-- Exercise details --
Reproduce each line from the first in the data through the line that contains "position:absolute; left:24px; top:24px;" exactly; give nothing else.

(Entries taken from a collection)
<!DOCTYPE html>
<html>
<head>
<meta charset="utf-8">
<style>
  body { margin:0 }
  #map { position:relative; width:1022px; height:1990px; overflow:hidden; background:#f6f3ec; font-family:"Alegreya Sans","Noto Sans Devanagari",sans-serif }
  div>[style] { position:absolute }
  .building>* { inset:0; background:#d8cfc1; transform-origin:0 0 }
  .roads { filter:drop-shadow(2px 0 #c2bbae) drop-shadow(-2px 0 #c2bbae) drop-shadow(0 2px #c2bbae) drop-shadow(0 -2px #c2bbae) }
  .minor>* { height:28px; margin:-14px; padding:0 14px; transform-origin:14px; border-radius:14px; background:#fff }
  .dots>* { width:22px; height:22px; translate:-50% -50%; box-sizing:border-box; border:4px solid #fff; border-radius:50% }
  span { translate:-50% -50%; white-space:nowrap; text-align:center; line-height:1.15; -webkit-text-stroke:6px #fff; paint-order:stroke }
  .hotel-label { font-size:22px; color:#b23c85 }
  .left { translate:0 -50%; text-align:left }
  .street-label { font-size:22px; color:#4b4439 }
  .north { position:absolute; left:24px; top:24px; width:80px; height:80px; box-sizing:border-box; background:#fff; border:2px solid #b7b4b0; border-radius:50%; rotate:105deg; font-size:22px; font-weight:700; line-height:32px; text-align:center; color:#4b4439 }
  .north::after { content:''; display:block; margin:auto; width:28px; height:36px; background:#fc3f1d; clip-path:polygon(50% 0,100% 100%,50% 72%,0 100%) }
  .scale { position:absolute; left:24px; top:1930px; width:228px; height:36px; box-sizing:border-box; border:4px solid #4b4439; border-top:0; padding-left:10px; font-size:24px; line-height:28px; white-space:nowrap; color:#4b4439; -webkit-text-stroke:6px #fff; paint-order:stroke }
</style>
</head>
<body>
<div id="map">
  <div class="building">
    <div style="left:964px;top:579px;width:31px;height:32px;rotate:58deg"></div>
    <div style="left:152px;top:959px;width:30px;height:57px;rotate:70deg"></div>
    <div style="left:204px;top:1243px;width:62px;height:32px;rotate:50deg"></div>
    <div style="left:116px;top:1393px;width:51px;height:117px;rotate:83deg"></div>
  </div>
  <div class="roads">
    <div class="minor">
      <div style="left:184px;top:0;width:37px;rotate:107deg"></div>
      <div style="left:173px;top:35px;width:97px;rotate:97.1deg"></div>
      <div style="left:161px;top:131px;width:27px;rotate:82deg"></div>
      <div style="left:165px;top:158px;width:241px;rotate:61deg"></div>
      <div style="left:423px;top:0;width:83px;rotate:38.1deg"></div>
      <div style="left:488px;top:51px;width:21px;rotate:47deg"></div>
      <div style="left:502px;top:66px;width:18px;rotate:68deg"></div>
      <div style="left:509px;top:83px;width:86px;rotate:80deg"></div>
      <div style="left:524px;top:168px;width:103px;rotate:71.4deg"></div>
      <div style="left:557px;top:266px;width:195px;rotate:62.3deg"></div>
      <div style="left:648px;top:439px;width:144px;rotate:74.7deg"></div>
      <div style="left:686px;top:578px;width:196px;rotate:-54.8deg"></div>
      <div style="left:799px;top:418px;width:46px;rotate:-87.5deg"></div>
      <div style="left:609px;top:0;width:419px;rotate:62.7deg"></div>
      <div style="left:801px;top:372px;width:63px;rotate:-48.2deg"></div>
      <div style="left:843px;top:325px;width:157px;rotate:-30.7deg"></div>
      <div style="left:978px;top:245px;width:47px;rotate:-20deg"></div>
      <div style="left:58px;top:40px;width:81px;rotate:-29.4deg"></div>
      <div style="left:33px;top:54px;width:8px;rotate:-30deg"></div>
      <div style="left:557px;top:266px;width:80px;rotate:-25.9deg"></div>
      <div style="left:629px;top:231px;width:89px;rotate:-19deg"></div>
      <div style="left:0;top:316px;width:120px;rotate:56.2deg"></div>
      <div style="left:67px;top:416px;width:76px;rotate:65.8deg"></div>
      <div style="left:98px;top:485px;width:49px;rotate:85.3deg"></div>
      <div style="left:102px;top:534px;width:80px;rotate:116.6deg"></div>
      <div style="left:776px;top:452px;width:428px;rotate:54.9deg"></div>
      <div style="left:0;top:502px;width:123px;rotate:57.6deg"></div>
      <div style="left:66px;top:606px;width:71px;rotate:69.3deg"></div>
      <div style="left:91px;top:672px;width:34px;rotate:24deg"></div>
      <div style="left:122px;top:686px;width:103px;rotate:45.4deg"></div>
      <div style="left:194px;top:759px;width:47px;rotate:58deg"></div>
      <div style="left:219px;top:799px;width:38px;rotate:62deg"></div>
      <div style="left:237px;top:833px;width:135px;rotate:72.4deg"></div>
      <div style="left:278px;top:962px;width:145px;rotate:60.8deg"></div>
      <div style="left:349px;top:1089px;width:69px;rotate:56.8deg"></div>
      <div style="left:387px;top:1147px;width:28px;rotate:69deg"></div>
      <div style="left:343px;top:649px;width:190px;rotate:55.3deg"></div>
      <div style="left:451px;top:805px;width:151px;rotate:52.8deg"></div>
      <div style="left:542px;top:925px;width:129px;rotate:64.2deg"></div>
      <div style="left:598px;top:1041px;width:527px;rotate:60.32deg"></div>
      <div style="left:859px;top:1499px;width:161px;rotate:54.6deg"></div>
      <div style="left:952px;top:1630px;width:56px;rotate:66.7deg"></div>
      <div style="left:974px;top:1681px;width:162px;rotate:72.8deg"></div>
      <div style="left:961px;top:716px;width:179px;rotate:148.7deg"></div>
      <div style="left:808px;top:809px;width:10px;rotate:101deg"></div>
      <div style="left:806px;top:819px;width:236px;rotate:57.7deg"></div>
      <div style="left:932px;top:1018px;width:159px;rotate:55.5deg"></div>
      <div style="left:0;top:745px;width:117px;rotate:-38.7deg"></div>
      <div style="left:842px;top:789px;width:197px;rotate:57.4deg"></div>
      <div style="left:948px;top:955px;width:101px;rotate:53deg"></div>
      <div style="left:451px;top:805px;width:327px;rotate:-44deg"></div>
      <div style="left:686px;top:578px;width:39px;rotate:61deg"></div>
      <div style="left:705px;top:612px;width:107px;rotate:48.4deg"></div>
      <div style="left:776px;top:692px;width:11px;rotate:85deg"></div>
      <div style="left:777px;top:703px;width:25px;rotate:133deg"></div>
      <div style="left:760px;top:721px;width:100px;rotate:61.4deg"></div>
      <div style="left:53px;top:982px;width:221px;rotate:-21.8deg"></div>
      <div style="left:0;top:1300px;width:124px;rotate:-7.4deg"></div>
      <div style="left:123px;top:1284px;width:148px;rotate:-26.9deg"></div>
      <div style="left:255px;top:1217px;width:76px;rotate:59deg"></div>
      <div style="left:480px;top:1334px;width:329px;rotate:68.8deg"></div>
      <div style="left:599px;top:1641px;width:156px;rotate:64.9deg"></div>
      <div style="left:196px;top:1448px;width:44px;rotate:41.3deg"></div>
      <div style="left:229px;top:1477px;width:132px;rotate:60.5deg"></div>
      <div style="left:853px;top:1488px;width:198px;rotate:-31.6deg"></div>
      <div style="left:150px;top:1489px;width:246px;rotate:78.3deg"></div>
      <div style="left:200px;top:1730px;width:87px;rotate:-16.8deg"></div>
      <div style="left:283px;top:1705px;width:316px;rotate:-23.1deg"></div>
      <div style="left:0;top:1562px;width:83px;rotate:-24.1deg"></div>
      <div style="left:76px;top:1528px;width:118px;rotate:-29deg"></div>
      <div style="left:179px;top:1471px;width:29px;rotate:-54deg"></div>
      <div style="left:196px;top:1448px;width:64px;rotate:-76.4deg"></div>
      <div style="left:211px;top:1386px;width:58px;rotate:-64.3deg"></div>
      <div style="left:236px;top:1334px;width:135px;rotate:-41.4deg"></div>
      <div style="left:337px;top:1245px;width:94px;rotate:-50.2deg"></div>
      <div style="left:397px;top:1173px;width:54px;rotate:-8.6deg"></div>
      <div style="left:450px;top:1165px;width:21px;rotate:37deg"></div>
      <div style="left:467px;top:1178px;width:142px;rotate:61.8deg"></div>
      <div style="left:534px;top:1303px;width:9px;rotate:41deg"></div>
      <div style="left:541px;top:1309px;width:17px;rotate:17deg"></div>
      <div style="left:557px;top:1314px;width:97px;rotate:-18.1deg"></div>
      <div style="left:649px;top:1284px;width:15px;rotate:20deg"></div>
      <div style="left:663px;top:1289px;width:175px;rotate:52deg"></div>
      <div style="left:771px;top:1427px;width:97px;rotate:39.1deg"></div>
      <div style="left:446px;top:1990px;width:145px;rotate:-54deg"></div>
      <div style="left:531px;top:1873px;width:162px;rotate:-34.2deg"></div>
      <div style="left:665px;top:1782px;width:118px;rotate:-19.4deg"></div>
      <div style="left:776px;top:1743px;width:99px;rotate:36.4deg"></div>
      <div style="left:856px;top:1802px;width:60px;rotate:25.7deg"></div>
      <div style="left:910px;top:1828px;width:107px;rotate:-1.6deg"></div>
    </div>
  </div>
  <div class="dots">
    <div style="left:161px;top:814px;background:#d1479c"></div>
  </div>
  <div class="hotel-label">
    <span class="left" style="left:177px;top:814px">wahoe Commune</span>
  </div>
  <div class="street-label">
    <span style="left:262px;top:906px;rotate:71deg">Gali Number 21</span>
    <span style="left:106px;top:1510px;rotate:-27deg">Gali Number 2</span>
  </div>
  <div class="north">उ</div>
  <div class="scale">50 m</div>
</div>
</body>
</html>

-- Task answer --
<!DOCTYPE html>
<html>
<head>
<meta charset="utf-8">
<style>
  body { margin:0 }
  #map { position:relative; width:1022px; height:1990px; overflow:hidden; background:#f6f3ec; font-family:"Alegreya Sans","Noto Sans Devanagari",sans-serif }
  div>[style] { position:absolute }
  .building>* { inset:0; background:#d8cfc1; transform-origin:0 0 }
  .roads { filter:drop-shadow(2px 0 #c2bbae) drop-shadow(-2px 0 #c2bbae) drop-shadow(0 2px #c2bbae) drop-shadow(0 -2px #c2bbae) }
  .minor>* { height:28px; margin:-14px; padding:0 14px; transform-origin:14px; border-radius:14px; background:#fff }
  .dots>* { width:22px; height:22px; translate:-50% -50%; box-sizing:border-box; border:4px solid #fff; border-radius:50% }
  span { translate:-50% -50%; white-space:nowrap; text-align:center; line-height:1.15; -webkit-text-stroke:6px #fff; paint-order:stroke }
  .hotel-label { font-size:22px; color:#b23c85 }
  .left { translate:0 -50%; text-align:left }
  .street-label { font-size:22px; color:#4b4439 }
  .north { position:absolute; left:24px; top:24px; width:80px; height:80px; box-sizing:border-box; background:#fff; border:2px solid #b7b4b0; border-radius:50%; rotate:105deg; font-size:22px; font-weight:700; line-height:32px; text-align:center; color:#4b4439 }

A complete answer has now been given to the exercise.